The facility has already supported several master’s thesis, PhDs and Post-docs. Regular research projects are performed with geothermal heat exchanger or heat pump manufacturers, engineering offices, start-ups, etc. The BRGM geothermal energy test facility is a leading research facility, but also a showcase of the possibilities offered by shallow geothermal energy. It is open for visit to any group willing to, from researchers to industrial and public officials. Most of the research projects on the platform come directly from such visits.

A research engineer is permanently dedicated to the SGRF as scientific and technical supervisor and coordinator, to provide scientific and technical support to any project on the facility. One or more lines of the thermodynamic machinery can be used according to the nominal mass flows and power ratings of each line. A support can be provided to set each test protocol and duration.

Additional installations can be considered to accommodate the potential energy system to be tested. The SGRF has a list of local subcontractors from different professions capable to undertake such modifications under the supervision of the SGRF technical supervisor.

A DTS measurement unit is permanently on site and can perform up to eight simultaneous automatic underground temperature surveys, with acquisition frequency as low as five minutes. All test results are store locally and on the BRGM internal network.
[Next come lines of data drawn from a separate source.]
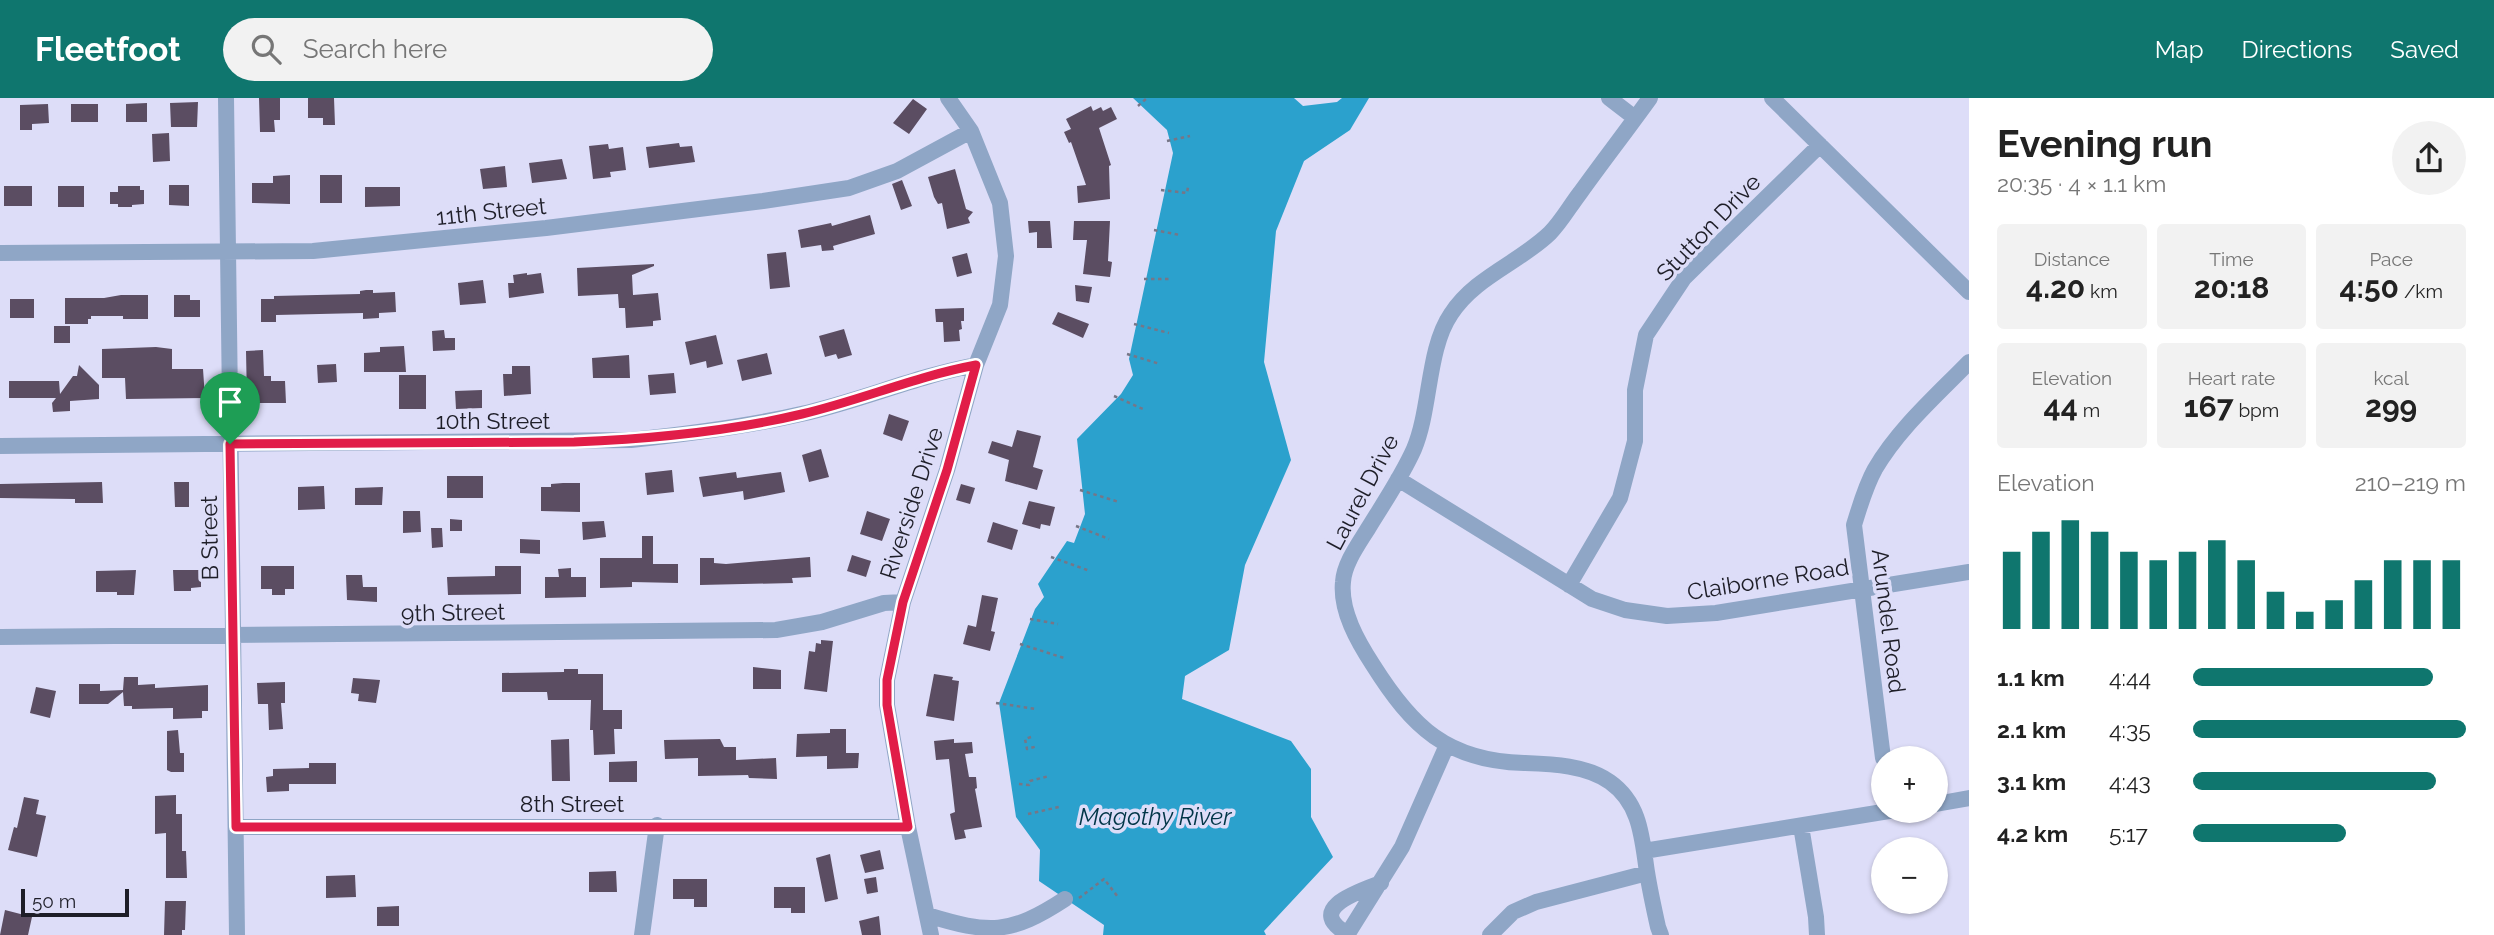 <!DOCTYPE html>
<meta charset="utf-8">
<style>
:root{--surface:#fff;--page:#f2f2f2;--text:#222;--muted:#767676;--accent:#0f766e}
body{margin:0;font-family:Raleway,sans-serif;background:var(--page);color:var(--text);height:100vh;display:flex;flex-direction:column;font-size:26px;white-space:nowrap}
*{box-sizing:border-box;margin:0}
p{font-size:23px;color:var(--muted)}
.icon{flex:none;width:38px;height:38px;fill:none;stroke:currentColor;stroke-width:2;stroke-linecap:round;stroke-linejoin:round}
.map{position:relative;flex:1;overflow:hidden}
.panel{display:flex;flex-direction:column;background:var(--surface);width:525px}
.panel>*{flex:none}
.tools{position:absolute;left:1871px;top:648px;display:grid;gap:14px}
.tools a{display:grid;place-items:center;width:77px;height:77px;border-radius:50%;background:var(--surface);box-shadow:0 2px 5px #0004;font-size:35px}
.scale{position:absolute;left:21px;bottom:18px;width:108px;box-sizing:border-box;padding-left:7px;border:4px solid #1e1e28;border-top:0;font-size:19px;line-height:24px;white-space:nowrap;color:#1e1e28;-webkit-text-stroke:5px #ddddf8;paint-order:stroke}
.pin{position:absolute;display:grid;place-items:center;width:60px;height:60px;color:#fff;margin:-72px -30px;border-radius:50% 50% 50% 0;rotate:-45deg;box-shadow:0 0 7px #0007}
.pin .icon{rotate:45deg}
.round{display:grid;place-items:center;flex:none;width:74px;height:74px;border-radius:37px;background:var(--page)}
.head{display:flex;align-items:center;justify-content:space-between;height:119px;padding:0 28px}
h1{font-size:38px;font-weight:700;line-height:52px}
.figures{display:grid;grid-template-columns:repeat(3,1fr);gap:10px;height:119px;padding:7px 28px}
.figures div{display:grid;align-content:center;border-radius:7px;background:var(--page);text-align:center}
.figures b{font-size:30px;font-weight:700}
.figures small{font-size:19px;font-weight:400}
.figures p{font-size:19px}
.chart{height:196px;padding:14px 28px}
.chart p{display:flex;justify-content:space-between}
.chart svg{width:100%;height:126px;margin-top:7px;stroke:var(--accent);stroke-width:6}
ul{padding:0 28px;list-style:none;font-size:23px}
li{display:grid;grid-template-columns:112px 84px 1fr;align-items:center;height:52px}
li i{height:18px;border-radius:9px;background:var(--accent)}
header{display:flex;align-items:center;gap:42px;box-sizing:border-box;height:98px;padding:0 35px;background:var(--accent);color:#fff}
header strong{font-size:33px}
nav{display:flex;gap:38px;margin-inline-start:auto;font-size:24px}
.search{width:490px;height:63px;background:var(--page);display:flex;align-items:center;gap:18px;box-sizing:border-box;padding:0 24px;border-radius:38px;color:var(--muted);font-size:26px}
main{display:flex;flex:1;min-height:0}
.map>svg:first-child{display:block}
</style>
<header>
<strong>Fleetfoot</strong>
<div class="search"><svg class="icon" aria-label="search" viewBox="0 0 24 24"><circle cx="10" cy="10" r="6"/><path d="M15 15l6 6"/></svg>Search here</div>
<nav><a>Map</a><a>Directions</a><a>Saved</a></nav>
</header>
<main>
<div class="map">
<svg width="1969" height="837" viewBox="0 0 1969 837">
<rect width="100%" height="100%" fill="#ddddf8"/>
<!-- water -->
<path fill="#2ba1cd" d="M1133 0H1294L1303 8 1337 4 1342 0H1369L1350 32 1304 63 1276 133 1264 264 1291 362 1245 467 1229 552 1185 578 1182 601 1291 643 1311 671V719L1333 759 1264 833 1266 837H1103L1104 827 1039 783 1040 752 1016 719 999 605 1035 511 1044 499 1038 486 1067 443 1074 445 1085 416 1077 341 1121 296 1133 277 1129 261 1173 55 1167 32Z"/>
<!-- building -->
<path fill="#5b4d62" d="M259 0H280V22H274L275 34H260Z
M308 0H334L335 27H323V20H308Z
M913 1 927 11 909 36 893 25Z
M198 4 197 29H171L170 5Z
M147 5V24H126V6Z
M48 6 49 25 32 26V32H20V7Z
M71 6H98V24H71Z
M1091 8 1093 13 1101 9 1103 13 1111 9 1117 21 1099 30 1111 67 1109 68 1110 101 1078 105 1077 88 1086 87 1071 44 1069 45 1064 34 1071 31 1066 21Z
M169 35 170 63 153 64 152 36Z
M679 45 680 49 692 48 695 64 649 70 646 49Z
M608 46 609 51 623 49 626 72 610 74 611 79 593 81 589 48Z
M562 61 567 81 532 85 529 65Z
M505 68 507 89 483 91 480 71Z
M955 71 966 111 973 114 968 120 970 125 947 131 942 105 938 106 934 99 928 79Z
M290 77V106L252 105V85H273V78Z
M320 77H342V105H320Z
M902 82 912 108 901 112 892 86Z
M169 87H189V108L169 107Z
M4 88H32V108H4Z
M58 88H84V109H58Z
M118 88H140V92H144V106L132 107V109H118V106H110V94H118Z
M365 89H400V108L365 109Z
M870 117 875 136 833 148 834 152 822 153 821 147 801 150 798 132 831 125 832 128Z
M1028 123H1050L1052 150H1037V134L1029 135Z
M1074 123H1110L1108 163 1112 164 1110 179 1083 176 1087 142H1073Z
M786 154 790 189 770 191 767 156Z
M967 155 972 175 957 179 952 159Z
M654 166V168L632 177 633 197 658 195 661 222 653 223V228L626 230 625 210H619L618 196 578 198 577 170Z
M527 175V177L541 175 544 195 509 200 508 185H514L513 177Z
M483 182 486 205 460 207 458 185Z
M1075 187 1092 189 1089 205 1076 203Z
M366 192H373V195L395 194 396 214 379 215V220L363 221V215L276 217V224H261V201H274V198L360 196V193Z
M121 197H148V221H123V218H91V221H88V226H65V200H104Z
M174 197H190V202H200V219H174Z
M10 201H34V220H10Z
M964 210V223H961L962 231 959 232 960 243 944 244 943 224H936L935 211Z
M1058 214 1089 226 1083 240 1052 226Z
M54 228H70V245H54Z
M844 231 852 257 838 261 836 256 825 259 819 238Z
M444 232 445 240H455V252L433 253 432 233Z
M716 237 723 266 707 270 706 263 690 267 685 244Z
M404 248 406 274H364V255L380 254V249Z
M156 249 172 251V271H203L205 300 126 301 125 280H102V251Z
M263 252 264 278H271V283H285L286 305H256V303H247L246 253Z
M767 255 772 276 742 283 737 262Z
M629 257 630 280H593L592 260Z
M336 266 337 284 318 285 317 267Z
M79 267 99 287V301L70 303V313L53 314 52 305 56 300H9V283H59L60 296 73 278H77Z
M512 268H530L531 296 504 298 503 276H512Z
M674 275 676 295 650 297 648 277Z
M399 277H426V311H399Z
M482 292V310L456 311 455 293Z
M889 316 909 323 902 343 883 336Z
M1017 332 1041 338 1033 369 1043 372 1037 392 1005 383 1009 362 988 355 992 343 1012 349Z
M821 351 829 379 809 384 802 357Z
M672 372 674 394 647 397 645 375Z
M736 374 737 380 781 374 785 394 744 402 743 393 703 399 699 379Z
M447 378H483V400H447Z
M102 384 103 405H75V401L0 400V386Z
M174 384H189V409H175Z
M563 385H580V414L541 413V389H551V386Z
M961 386 975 390 970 406 956 402Z
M324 388 325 411 298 412V389Z
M383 389 382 407H355V390Z
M1029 403 1055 409 1050 428 1041 426 1040 431 1022 426Z
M403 413H420L421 434 403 435Z
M867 413 890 421 882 443 860 436Z
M450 421 462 422V433H450Z
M604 423 606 439 583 442 582 424Z
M993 424 1018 432 1012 452 987 444Z
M431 430H442L443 449 432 450Z
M642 438H653V466H678V485L632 484V489L600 490V460H642Z
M520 441 540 442V456L520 455Z
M852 457 871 463 866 479 847 473Z
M810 459 811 479 792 480 793 485 700 487V460H714V465L726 466Z
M261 468H294V491H285V497H272V491H261Z
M495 468H521V496L448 497 447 479 495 478Z
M571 470V479H586V499L545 500V479H559L558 471Z
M136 472 134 497H117V494H96V473Z
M173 472H201V489L191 490V493H174Z
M346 477H362L363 489H377V504L347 502Z
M982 497 998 500 991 533 995 534 990 553 963 546 968 527 976 529Z
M821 542 833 543 827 594 804 591 809 553 815 554 816 545 821 546Z
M753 569 781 572V591H753Z
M564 571H578V576H603V612H622V631H614L615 656 594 657 593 632H590L591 602H548L547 594H502V575L564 574Z
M934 576 953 579 952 582 959 583 954 623 926 618Z
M124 579H138V587L155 586V590L208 587V613H202V620L173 621V610L132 611V608H124L123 594 108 606H79V586H100V593L123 592Z
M353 580 380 582 376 605 358 603 359 596 351 595Z
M285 584V605H281L283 631 269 632 268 606H258L257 585Z
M36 589 56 593 50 620 30 615Z
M830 631H846V655H859L858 670 827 671V658L796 659 797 636 830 635Z
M178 632 180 655H184V674H171L167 672V633Z
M569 641 570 683H552L551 642Z
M720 641 724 649H736V662L776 660 777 681 749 680 748 677 698 678V660L665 661 664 642Z
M954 641V645L972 644 973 655 965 656 969 679H976L977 690 975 691 982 729 964 732 966 740 955 742 950 716 955 714 949 661 936 662 934 643Z
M637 663V684H609V664Z
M309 665H336V686H289V693L267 694 266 679 273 678V671L309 670Z
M176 697V716H182V753H186L187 780H166V735L155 736V698Z
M24 699 39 702 36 716 46 718 37 759 8 752 14 729 17 730Z
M880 752 884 771 865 775 860 757Z
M830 756 838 801 825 804 816 760Z
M616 773 617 794H589V774Z
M355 777 356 799 326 800V778Z
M876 779 878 794 867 796 864 781Z
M673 781H707V809H694V801H673Z
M774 789H805V815H791V810H774Z
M165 803H186L185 832H182V837H164Z
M399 808V828H377V809Z
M5 812 32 819 28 837H0Z
M879 818 881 837H862L859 823Z"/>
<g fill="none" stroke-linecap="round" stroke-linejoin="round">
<!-- path -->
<path stroke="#767687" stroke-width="2.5" stroke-dasharray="3.5 3.5" stroke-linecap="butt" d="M1138 8 1147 0
M1167 43 1190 38
M1161 92 1187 95 1188 89
M1154 132 1180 137
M1144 181H1172
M1134 226 1169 235
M1127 256 1160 266
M1114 298 1145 312
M1080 392 1119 404
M1076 428 1109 441
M1051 459 1090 473
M1030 521 1058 526
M1020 546 1064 560
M996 605 1036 611
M1031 639 1025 641 1027 651 1038 648
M1019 686 1029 687 1030 683 1049 678
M1028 716 1059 709
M1079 800 1104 781 1118 799"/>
<!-- minor -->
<path stroke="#8fa6c6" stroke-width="16" d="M226 0 237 837
M1609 0 1635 20
M1650 0C1627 32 1603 63 1580 95 1570 108 1561 124 1550 135 1519 165 1475 179 1451 216 1427 251 1431 311 1414 351 1402 378 1385 403 1369 429 1360 444 1344 465 1343 484 1340 513 1358 544 1373 567 1412 629 1447 663 1524 665 1552 666 1586 667 1610 684 1641 706 1642 741 1647 774 1650 793 1654 811 1658 829L1661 837
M1772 0 1969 194
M0 155 313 153 546 130 763 103 849 90 897 73 971 33
M0 348 631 342C688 336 745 329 801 316 860 303 916 278 976 267
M1398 381 1592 501 1625 512 1667 518 1716 515 1969 474
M1569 487 1620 400 1635 343V292L1646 237 1684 180 1820 47
M0 539 776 532 822 524 884 505 903 504
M1883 660 1854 427C1860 408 1865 389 1875 371 1899 330 1937 297 1969 264
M1936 706 1969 700
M1801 728 1816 819 1817 837
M236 729H908
M1644 753 1895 712
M927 817C989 836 1010 837 1065 801
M1348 836C1303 811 1360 793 1381 785
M642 837 657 727
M931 837 908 729 887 607V582L903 504 947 372 976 267 1000 207 1006 158 1000 105 971 33 948 0
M1347 837 1402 749 1447 647
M1490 837 1513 814 1536 804 1647 775"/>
</g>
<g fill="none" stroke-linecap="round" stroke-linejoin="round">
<defs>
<path id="route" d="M976 267 947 372 903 504 887 582V607L908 729H236L230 346 574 344C651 341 727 334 802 316 861 302 917 278 976 267Z"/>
</defs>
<!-- route casing -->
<use href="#route" stroke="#fff" stroke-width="14"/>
<!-- route -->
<use href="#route" stroke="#e11d48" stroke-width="9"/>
</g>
<g text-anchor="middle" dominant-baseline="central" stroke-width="7" stroke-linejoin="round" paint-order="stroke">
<!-- street labels -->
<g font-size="23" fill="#1e1e28" stroke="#ddddf8">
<text transform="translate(491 113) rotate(-6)">11th Street</text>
<text transform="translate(1708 129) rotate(-46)">Stutton Drive</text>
<text x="493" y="322">10th Street</text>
<text transform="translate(1362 394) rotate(-62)">Laurel Drive</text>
<text transform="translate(911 405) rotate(-72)">Riverside Drive</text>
<text transform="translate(209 440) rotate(-91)">B Street</text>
<text transform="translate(1768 481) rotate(-9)">Claiborne Road</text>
<text transform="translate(453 514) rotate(-1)">9th Street</text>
<text transform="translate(1889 523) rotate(83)">Arundel Road</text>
<text x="572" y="705">8th Street</text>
</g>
<!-- water labels -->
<g font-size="24" font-style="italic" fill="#013547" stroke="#ddddf8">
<text x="1155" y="718">Magothy River</text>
</g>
</g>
</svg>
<div class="tools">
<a>+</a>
<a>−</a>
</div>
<div class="scale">50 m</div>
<div class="pin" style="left:230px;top:346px;background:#1e9e55"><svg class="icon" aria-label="arrive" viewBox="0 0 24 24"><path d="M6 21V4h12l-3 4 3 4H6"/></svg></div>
</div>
<section class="panel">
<div class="head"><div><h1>Evening run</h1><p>20:35 · 4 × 1.1 km</p></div><a class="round"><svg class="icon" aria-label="share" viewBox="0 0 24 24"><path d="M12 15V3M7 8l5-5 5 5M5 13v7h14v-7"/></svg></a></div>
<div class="figures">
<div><p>Distance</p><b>4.20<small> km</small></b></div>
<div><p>Time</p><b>20:18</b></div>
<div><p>Pace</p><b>4:50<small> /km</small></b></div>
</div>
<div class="figures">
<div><p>Elevation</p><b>44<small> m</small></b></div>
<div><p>Heart rate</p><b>167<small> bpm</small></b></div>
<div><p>kcal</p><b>299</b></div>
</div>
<div class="chart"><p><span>Elevation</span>210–219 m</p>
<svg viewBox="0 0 160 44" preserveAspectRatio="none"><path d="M5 44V17M15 44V10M25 44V6M35 44V10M45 44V17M55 44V20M65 44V17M75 44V13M85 44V20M95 44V31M105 44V38M115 44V34M125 44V27M135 44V20M145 44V20M155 44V20"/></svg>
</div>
<ul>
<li><b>1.1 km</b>4:44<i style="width:88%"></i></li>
<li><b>2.1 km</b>4:35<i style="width:100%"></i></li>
<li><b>3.1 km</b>4:43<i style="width:89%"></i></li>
<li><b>4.2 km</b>5:17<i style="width:56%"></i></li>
</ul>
</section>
</main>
Open access to the data can be provided by the BRGM on demand.

As part of the SGRF, the BRGM can provide support for the modelling of underground heat transfer and energy systems including geothermal energy. The SGRF develops its own shallow geothermal heat exchangers and borefield dimensioning software and has expertise on numerical software such as TRNSYS, DYMOLA, COMSOL, MATLAB, etc.

The facility accommodates seven individual borehole heat exchangers with different characteristics, a borefield of thirteen boreholes, a 400 m² horizontal ground heat exchanger at one meter depth, and six compacts (spiral) heat exchangers between one and three meters depth.

The main advantages of the SGRF are:

-       The thermodynamic machinery controlling up to six independent simultaneous thermal loads on the six lines of the machinery, with a limit of 200 kW of heating or cooling load, which is quite unique for a public energy research facility in Europe. Each tests can have different mass flows between zero and 3 m³/h and inlet temperatures between -5 and +50°C.

-       The vertical and horizontal exchangers are equipped with optic cables for Distributed Thermal Sensing (DTS). Approximately 15 km of optic cables allow to measure vertical or horizontal (at three different depths) temperature distribution of the ground.

-       A complete meteorology station above ground assesses the heat and moisture transfer at the surface and its impact on the shallow ground heat and moisture transfer.

Tests aim at characterizing the heat transfer in the underground for innovative geothermal heat exchangers, or characterizing the actual performance of new and innovative geothermal heat pumps, linked with geothermal heat exchangers already implemented on the test facility, or simulated underground heat exchangers via the semi-virtual laboratory for parametric sweep.